┌──

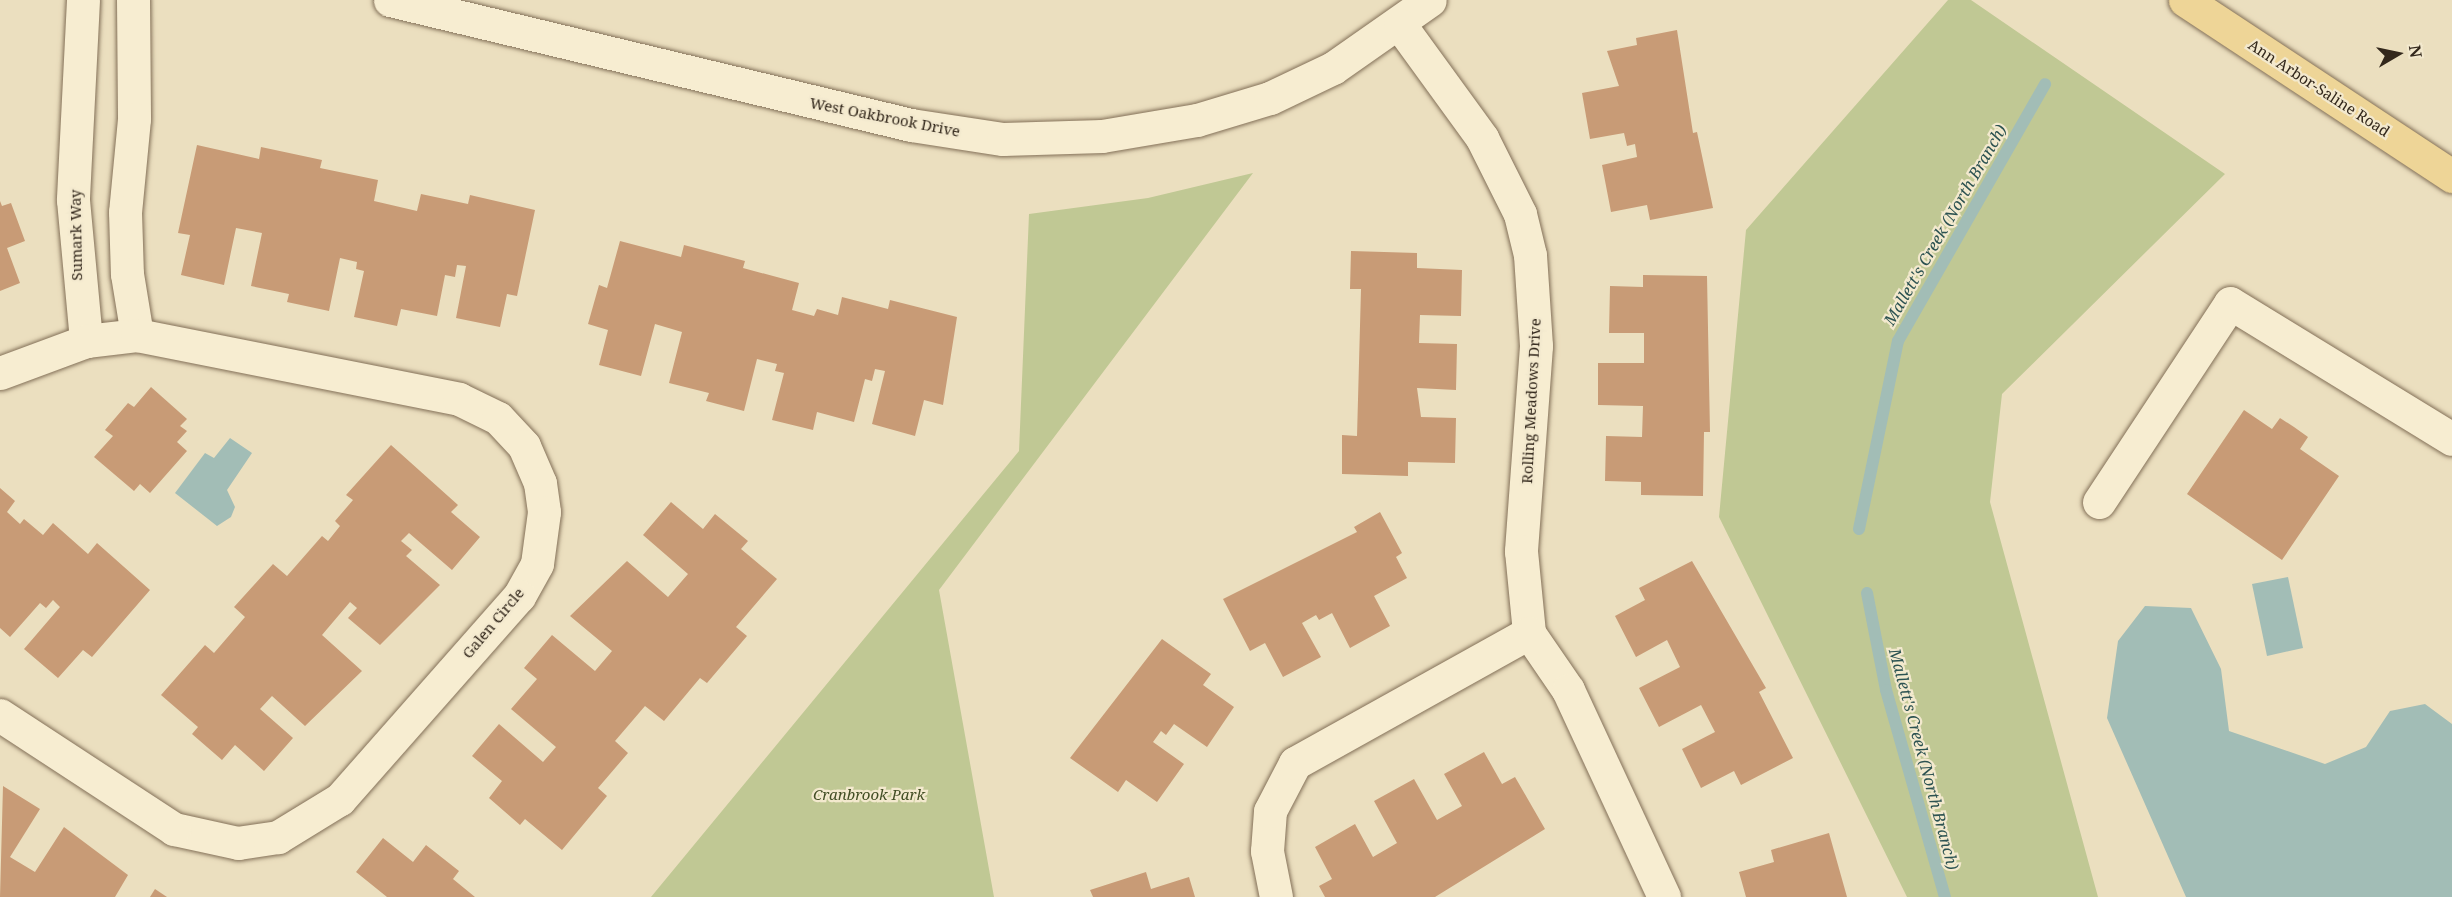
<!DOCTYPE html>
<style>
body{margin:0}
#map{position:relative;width:2452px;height:897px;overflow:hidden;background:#ebdfbf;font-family:"Noto Serif",serif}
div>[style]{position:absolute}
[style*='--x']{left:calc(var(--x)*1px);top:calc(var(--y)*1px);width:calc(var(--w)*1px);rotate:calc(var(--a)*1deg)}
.green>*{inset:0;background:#c0c894}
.water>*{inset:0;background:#a2bdb6}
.stream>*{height:12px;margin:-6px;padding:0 6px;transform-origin:6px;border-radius:6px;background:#a2bdb6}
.building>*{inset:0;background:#c89b76}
.roads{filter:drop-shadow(0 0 2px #837058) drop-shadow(0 0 2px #837058)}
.minor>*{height:33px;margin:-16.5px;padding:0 16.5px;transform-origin:16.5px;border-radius:16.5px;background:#f7edd1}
.major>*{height:33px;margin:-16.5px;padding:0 16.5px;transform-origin:16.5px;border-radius:16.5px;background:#eed597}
span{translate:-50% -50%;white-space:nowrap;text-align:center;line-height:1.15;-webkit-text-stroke:4.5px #f3e9ce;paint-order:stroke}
.street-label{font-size:15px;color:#33281c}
.park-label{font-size:15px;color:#424e24;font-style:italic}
.water-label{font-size:16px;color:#2c5251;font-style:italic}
.north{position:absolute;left:2368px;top:24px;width:60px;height:60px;-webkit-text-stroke:4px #f3e9ce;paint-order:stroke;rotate:81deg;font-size:16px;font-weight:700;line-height:24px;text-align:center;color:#33281c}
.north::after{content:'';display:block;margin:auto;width:21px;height:27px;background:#33281c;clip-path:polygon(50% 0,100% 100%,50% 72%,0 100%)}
</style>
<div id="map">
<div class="green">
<div style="clip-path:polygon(1948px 0,1971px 0,2225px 174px,2002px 394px,1990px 502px,2098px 897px,1907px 897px,1719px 517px,1746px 230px)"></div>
<div style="clip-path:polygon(1253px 173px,939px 590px,994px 897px,651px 897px,1019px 451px,1029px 214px,1148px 198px)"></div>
</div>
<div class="water">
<div style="clip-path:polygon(230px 438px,252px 453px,227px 490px,235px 507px,231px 517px,217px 526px,175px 493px,205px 453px,214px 458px)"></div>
<div style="clip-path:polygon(2288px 577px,2303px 648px,2267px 656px,2252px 584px)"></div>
<div style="clip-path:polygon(2145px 606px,2191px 608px,2221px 669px,2229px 731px,2325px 764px,2366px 747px,2390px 711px,2425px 704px,2452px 724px,2452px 897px,2186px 897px,2107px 718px,2118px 641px)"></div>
</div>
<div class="stream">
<div style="--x:1859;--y:529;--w:192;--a:-78.3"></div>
<div style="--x:1898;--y:341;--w:296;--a:-60.2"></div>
<div style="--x:1867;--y:593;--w:99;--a:78.9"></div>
<div style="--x:1886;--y:690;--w:215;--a:74.1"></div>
</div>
<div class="building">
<div style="clip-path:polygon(1677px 30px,1693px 133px,1697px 132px,1713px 208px,1650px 220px,1647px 205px,1611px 212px,1602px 165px,1637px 157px,1635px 144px,1627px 146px,1624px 133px,1590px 139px,1582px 93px,1619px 86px,1607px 51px,1637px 45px,1636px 38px)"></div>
<div style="clip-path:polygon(197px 145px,259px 159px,261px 147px,322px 160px,320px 168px,378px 180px,374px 201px,417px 211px,421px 194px,468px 204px,470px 195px,535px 210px,517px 296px,507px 294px,500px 327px,456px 318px,466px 266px,457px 265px,455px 277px,445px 275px,437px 316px,401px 309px,397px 326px,378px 322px,354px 317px,364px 271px,356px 269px,357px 262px,340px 258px,329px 311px,287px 302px,289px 294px,251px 286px,262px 233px,236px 228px,224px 285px,181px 275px,190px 235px,178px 233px)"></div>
<div style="clip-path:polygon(0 201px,2px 206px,11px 203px,25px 241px,7px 248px,20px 283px,0 291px)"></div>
<div style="clip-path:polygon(620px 241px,681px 257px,684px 245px,745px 261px,743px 268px,799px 283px,792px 310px,814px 316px,817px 309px,838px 315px,842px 297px,888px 309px,890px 300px,957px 317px,943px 405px,924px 400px,915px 436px,872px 424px,885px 371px,875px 369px,872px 381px,865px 379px,854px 422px,817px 412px,813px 430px,772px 420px,784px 373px,775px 371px,777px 364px,757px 359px,744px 411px,706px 401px,709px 393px,669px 383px,682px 332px,655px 324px,641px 376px,599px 365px,608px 330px,588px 324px,599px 285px,607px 288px)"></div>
<div style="clip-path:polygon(1351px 251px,1417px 253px,1417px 268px,1462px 270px,1461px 316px,1420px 315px,1419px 343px,1457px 344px,1456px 390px,1417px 388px,1421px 417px,1456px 418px,1455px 463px,1408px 462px,1408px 476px,1342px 474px,1342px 435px,1357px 436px,1361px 289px,1350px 289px)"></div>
<div style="clip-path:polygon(1643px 275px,1707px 276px,1710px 432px,1704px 432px,1703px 496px,1641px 495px,1641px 482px,1605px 481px,1606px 436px,1642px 437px,1643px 406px,1598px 405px,1598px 363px,1644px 363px,1644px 333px,1609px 333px,1610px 286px,1643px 287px)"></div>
<div style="clip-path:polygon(151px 387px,187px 419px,180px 426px,187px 431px,177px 442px,187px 451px,150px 493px,140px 484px,134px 491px,94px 457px,113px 436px,105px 430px,128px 403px,134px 407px)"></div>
<div style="clip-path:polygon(2244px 410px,2272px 429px,2280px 418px,2294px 427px,2308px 437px,2300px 449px,2339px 476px,2282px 560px,2187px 494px)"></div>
<div style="clip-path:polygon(391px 445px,458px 505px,451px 512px,480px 537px,452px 570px,409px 533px,401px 541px,412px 550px,406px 556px,440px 585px,380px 645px,348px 618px,357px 608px,350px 602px,322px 635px,362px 671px,305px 726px,272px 696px,260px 709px,293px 738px,264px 771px,235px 745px,222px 760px,192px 734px,198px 727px,161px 695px,205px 645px,214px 653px,245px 617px,234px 607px,273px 564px,287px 576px,322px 536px,328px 541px,340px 526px,335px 521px,353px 500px,346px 495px)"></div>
<div style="clip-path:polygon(0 488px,15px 501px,7px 512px,20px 524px,24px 519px,43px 535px,53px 523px,88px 554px,97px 543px,150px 590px,92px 657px,83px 650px,58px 678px,24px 649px,60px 607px,53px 600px,46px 608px,40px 603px,10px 637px,0 628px)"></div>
<div style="clip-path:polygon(671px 502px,703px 529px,715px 514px,748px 541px,741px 549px,777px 579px,736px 627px,747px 636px,707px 683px,700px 678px,664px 721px,645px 706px,615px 741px,628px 753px,598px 788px,607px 796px,562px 850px,525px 819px,520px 825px,489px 798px,502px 781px,472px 756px,499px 724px,543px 762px,556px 747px,511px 709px,537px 679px,524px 668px,552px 635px,595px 671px,612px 651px,570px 616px,627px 561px,668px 597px,688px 574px,643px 535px)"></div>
<div style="clip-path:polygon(1380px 512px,1402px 553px,1396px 557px,1407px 578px,1374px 596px,1390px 626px,1350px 648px,1332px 613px,1319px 620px,1316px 615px,1302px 623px,1321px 657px,1283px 677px,1265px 643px,1250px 651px,1223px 599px,1357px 532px,1354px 527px)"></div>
<div style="clip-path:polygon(1692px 561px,1766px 688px,1759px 692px,1793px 758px,1741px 785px,1734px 771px,1701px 788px,1682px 749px,1715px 732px,1701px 705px,1659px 727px,1639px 688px,1680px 667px,1667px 640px,1636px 657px,1615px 616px,1645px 600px,1639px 588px)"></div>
<div style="clip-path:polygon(1162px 639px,1211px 674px,1203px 685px,1234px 707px,1207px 747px,1174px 724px,1166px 735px,1161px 731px,1153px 742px,1184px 764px,1157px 802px,1126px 780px,1118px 792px,1070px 758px)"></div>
<div style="clip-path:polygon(1484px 752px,1502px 784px,1515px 777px,1545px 829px,1435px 897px,1325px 897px,1319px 886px,1332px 879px,1315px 847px,1355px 824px,1373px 857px,1397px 843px,1374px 801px,1414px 779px,1437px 820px,1462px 806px,1444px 774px)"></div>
<div style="clip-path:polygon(3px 786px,40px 809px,10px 857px,35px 872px,64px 827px,128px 875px,115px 897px,0 897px)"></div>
<div style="clip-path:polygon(1829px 833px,1847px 897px,1746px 897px,1739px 872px,1774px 862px,1771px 850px)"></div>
<div style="clip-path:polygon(383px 838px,413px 862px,426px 845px,459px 871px,453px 879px,475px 897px,387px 897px,356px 872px)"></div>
<div style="clip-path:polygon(1146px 872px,1151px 889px,1189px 877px,1195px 897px,1093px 897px,1090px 890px)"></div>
<div style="clip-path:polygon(155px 889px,167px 897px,150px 897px)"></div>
</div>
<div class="roads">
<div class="minor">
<div style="--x:83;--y:0;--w:200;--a:92.9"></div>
<div style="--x:73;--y:200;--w:142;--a:84.7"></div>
<div style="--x:133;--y:0;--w:119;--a:89.5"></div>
<div style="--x:134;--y:119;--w:93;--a:95.5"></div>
<div style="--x:125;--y:212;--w:62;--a:88.2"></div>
<div style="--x:127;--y:274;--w:62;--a:80.7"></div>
<div style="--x:390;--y:0;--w:536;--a:13.49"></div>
<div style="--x:911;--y:125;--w:93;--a:8.7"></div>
<div style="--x:1003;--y:139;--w:99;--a:-1.7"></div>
<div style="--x:1102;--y:136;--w:96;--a:-9.6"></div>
<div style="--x:1197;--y:120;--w:76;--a:-16.8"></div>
<div style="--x:1270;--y:98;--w:70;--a:-25.5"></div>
<div style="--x:1333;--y:68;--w:118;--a:-35"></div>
<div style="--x:1400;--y:25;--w:140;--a:54"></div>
<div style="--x:1482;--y:138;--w:85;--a:63.4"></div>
<div style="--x:1520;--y:214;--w:42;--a:76.3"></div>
<div style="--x:1530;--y:255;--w:91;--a:86.2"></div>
<div style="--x:1536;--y:346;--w:206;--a:94.2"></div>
<div style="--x:1521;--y:551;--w:82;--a:84.4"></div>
<div style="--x:0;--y:373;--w:92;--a:-20.4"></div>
<div style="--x:86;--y:341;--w:51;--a:-6.7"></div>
<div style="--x:137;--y:335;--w:328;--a:11.2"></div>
<div style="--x:459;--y:399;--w:43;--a:26"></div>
<div style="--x:498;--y:418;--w:38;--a:47"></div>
<div style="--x:524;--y:446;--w:40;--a:66.6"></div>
<div style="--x:540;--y:483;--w:29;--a:82"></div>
<div style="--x:544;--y:512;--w:52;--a:97.7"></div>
<div style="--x:537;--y:564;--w:37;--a:119"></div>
<div style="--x:519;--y:596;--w:271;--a:131.4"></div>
<div style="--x:340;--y:799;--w:73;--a:148.5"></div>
<div style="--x:278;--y:837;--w:40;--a:171.5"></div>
<div style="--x:238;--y:843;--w:66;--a:-167.7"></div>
<div style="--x:174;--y:829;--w:208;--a:-146.8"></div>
<div style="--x:2099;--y:502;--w:238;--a:-56.6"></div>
<div style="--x:2230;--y:303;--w:260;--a:31.5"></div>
<div style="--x:1276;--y:897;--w:47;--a:-101.1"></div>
<div style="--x:1267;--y:851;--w:40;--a:-85.7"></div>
<div style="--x:1270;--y:811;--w:54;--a:-62.5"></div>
<div style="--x:1295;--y:763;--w:268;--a:-29.1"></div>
<div style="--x:1529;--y:633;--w:69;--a:55.6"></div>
<div style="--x:1568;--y:690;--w:228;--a:65.1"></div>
</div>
<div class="major">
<div style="--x:2185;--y:0;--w:320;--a:33.4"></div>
</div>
</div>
<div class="street-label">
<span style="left:2319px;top:88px;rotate:33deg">Ann Arbor-Saline Road</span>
<span style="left:885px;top:117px;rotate:11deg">West Oakbrook Drive</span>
<span style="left:76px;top:235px;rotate:-91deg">Sumark Way</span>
<span style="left:1531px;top:401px;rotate:-87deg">Rolling Meadows Drive</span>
<span style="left:493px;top:623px;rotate:-50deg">Galen Circle</span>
</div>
<div class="park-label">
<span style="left:869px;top:795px">Cranbrook Park</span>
</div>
<div class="water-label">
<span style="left:1945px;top:225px;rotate:-60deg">Mallett's Creek (North Branch)</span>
<span style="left:1924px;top:759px;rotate:75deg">Mallett's Creek (North Branch)</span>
</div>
<div class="north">N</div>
</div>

└──

* **WHAT TO WORK ON**: The response should hold only an exact retyping of the lines from the beginning of the data through the line containing "2px #837058) drop-shadow(0", both ends kept, pictures omitted.

* **REPLY TO THE EXERCISE**:
<!DOCTYPE html>
<style>
body{margin:0}
#map{position:relative;width:2452px;height:897px;overflow:hidden;background:#ebdfbf;font-family:"Noto Serif",serif}
div>[style]{position:absolute}
[style*='--x']{left:calc(var(--x)*1px);top:calc(var(--y)*1px);width:calc(var(--w)*1px);rotate:calc(var(--a)*1deg)}
.green>*{inset:0;background:#c0c894}
.water>*{inset:0;background:#a2bdb6}
.stream>*{height:12px;margin:-6px;padding:0 6px;transform-origin:6px;border-radius:6px;background:#a2bdb6}
.building>*{inset:0;background:#c89b76}
.roads{filter:drop-shadow(0 0 2px #837058) drop-shadow(0 0 2px #837058)}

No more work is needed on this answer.